Oddly, Windows PCs work.  Chrome, Maps, and Play Store work.  Some other apps work.  Many don't.

PIA confirmed the cause was "resolvers for [the] legacy network" - i.e. on their end.


Solution (for router-based VPN only, this example is DD-WRT):  

0.  Follow this guide exactly.

1.  If your OpenVPN does not even try to connect, try removing this line from Additional Config:

 pull-filter ignore "auth-token"

It should at least connect now, but you will still have app/device issues as noted above. 

Note: This bug appears to affect only very old versions of DD-WRT.  If you can upgrade your firmware, you likely should.

2.  Set your router DNS to:

  • 10.0.0.241
  • 10.0.0.242

3.  Change to a "Next-Gen" server.  These all end in "privacy.network".

Examples:

  • us-california.privacy.network
  • ca-montreal.privacy.network
  • uk-london.privacy.network

4.  You have to try different encryption / port combinations, to see what works.

For example, I used AES-128-CBC SHA1 on port 1198, using "ca.rsa.2048.crt".  It did not work, resulting in the app/smart device issues.

I then changed to AES-256-CBC SHA256 on port 1197, using "ca.rsa.4096.crt".  That worked fine.

 You don't need to reboot your DD-WRT router (but you do need to hit "Save", then "Apply Settings"), and resolution will be more-or-less instant.  When you hit a "good" setup, you will know it.


 The above did work on OpenVPN 2.3.  Newer DD-WRT builds have 2.4, hopefully it works for that too.

 Similar steps should fix Tomato, ASUSWRT, Merlin, pfsense, whatever.  (I hope.)



This was the result of several days back and forth with PIA tech support.  Only their eventual fix has kept me with them, as I was just about to pull the trigger on NordVPN.

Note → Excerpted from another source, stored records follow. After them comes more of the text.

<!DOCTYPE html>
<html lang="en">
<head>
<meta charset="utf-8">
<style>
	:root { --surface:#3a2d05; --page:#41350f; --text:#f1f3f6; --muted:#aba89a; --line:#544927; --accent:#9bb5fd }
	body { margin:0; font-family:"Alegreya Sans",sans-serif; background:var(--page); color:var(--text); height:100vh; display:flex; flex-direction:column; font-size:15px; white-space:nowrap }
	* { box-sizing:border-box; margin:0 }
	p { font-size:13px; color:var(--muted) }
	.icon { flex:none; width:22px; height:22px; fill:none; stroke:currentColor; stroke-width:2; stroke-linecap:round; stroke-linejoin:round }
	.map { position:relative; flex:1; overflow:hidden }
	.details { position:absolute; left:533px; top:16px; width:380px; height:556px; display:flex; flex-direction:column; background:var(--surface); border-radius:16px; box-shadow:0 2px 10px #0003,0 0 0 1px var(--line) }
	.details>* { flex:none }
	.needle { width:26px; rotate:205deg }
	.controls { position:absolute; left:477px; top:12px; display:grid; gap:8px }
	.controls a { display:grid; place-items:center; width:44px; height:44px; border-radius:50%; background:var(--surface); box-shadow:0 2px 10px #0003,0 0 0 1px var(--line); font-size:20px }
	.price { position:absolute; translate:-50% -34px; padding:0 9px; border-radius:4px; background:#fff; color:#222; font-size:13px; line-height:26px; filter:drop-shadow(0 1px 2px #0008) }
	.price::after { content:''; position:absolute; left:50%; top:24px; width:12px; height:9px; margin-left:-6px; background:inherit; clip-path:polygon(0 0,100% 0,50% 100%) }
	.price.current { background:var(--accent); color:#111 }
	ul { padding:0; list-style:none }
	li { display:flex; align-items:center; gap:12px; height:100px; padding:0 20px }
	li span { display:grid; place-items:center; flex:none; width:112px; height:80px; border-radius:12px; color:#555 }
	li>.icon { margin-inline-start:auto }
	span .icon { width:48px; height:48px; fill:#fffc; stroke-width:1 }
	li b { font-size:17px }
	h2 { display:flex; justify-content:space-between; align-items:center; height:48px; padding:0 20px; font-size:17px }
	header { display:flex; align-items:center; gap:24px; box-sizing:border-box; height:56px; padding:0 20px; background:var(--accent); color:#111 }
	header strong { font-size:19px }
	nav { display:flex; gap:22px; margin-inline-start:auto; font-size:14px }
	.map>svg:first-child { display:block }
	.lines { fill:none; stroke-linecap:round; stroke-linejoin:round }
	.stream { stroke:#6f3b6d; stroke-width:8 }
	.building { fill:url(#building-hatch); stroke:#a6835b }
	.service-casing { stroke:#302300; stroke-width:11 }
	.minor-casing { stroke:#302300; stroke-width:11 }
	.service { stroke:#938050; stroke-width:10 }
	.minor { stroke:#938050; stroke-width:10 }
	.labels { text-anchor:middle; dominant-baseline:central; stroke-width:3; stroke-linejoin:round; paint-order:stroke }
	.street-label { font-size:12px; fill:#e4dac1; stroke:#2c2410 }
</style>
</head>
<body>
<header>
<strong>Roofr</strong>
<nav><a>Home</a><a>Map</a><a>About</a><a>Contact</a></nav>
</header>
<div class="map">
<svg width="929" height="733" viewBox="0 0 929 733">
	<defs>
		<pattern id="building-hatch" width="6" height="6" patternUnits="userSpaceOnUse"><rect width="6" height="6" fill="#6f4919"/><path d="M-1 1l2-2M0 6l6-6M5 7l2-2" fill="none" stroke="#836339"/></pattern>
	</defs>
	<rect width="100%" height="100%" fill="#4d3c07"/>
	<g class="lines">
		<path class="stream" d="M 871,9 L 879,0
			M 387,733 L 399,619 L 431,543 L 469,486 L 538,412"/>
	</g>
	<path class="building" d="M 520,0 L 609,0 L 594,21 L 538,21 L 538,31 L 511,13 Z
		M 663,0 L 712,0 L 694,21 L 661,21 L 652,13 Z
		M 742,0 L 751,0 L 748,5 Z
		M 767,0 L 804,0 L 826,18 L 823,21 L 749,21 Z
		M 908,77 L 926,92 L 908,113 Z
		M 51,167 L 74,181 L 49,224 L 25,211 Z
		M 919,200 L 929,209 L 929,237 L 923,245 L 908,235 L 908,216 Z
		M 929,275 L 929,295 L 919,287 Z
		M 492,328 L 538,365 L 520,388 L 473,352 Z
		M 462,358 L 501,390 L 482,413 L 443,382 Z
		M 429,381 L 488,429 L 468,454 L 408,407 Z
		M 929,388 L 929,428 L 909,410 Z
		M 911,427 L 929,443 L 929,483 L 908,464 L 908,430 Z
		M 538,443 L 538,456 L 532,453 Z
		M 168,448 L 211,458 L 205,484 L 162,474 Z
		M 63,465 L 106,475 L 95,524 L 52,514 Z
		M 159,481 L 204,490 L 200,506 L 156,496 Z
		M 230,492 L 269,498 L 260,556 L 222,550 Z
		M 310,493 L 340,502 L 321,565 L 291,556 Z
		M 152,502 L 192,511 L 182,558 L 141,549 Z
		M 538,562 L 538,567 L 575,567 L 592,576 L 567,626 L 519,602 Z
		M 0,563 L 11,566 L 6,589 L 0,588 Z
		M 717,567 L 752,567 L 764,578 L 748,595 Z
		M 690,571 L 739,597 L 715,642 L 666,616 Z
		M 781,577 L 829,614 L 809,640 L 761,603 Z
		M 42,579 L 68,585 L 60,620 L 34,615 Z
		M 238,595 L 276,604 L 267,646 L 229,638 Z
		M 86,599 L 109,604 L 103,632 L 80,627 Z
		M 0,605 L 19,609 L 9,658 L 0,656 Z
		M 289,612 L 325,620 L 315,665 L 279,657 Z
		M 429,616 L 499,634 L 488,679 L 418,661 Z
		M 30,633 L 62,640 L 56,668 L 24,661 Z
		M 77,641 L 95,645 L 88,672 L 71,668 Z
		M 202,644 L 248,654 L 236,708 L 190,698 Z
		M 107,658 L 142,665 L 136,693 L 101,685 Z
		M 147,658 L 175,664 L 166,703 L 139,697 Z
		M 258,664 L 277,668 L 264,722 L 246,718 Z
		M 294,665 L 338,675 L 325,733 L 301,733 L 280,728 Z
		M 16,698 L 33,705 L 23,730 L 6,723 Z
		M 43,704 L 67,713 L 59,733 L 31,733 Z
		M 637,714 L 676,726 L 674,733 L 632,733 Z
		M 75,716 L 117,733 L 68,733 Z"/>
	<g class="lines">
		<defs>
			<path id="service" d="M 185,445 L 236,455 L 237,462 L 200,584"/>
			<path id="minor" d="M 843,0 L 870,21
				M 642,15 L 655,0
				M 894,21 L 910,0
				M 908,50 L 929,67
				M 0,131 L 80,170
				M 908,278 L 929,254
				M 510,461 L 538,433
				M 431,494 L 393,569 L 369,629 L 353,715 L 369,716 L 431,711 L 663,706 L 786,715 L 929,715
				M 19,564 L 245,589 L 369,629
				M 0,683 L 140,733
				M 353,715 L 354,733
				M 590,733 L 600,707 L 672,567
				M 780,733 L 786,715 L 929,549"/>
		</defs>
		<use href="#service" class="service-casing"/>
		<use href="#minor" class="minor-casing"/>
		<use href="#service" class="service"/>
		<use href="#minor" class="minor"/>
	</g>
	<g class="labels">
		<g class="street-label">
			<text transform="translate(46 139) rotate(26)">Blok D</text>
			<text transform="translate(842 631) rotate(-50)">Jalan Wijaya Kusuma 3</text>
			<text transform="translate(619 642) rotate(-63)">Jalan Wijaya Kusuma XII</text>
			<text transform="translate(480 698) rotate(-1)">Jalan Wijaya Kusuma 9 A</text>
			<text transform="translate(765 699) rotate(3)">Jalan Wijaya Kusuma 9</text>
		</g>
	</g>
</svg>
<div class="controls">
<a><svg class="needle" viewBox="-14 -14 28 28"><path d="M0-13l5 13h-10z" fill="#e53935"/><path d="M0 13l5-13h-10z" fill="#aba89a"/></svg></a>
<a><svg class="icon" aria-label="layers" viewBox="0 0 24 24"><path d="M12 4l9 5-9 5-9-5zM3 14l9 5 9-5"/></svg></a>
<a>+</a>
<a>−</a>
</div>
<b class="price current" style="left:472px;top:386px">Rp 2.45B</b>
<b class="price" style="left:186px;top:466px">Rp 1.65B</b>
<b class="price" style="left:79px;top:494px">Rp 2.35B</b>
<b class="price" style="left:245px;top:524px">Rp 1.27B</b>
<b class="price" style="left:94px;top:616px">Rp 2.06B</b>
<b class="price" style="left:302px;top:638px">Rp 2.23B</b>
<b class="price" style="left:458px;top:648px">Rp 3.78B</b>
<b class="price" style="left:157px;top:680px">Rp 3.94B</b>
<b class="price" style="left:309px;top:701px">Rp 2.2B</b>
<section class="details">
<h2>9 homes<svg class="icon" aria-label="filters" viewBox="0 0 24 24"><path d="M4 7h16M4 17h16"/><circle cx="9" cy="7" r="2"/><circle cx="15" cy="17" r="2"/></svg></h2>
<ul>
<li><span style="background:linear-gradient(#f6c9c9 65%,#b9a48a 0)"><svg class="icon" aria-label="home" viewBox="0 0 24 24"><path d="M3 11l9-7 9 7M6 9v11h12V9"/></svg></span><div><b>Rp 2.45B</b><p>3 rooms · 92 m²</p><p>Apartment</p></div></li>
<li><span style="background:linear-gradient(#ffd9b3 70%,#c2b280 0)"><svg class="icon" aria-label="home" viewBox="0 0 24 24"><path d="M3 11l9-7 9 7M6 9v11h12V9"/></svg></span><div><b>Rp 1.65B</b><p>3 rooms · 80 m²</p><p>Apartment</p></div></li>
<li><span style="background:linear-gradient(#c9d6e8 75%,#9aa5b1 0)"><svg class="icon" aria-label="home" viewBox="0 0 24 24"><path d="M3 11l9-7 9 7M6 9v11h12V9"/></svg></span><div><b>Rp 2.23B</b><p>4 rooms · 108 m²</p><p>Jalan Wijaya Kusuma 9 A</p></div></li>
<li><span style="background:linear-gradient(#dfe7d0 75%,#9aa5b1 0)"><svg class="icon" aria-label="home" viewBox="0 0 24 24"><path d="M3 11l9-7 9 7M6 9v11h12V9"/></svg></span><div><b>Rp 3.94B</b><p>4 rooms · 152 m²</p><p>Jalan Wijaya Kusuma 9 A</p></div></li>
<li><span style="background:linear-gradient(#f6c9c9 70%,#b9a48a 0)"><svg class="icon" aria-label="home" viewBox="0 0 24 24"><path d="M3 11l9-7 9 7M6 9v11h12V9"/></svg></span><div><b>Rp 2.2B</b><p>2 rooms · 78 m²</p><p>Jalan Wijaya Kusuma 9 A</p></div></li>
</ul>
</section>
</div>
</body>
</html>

However, I can't help but say their NextGen rollout is a bit of a dumpster fire:

  • These problems should not be occurring.
  • They certainly should not be dumping people off perfectly good connections that have been flawless for years for reasons unknown. 
  • Their router setup guide was not updated in advance of NextGen rollout, which is dumb.
  • Their support staff seems unable to readily support the NextGen rollout, which is even dumber.
  • Tech support actually told me I had to figure out the NextGen settings by interpreting the '.ovpn' file for my preferred PIA server, which is dumbest of all, as that is not support.

 It's almost like they never saw the NextGen transition coming. Which is just shoddy business.

Yes, I know there was a merger.  So either they had to changeover with little to no warning, or they forgot about their massive upcoming server changeover because of new business cards.  Either way, it's crap for the customer.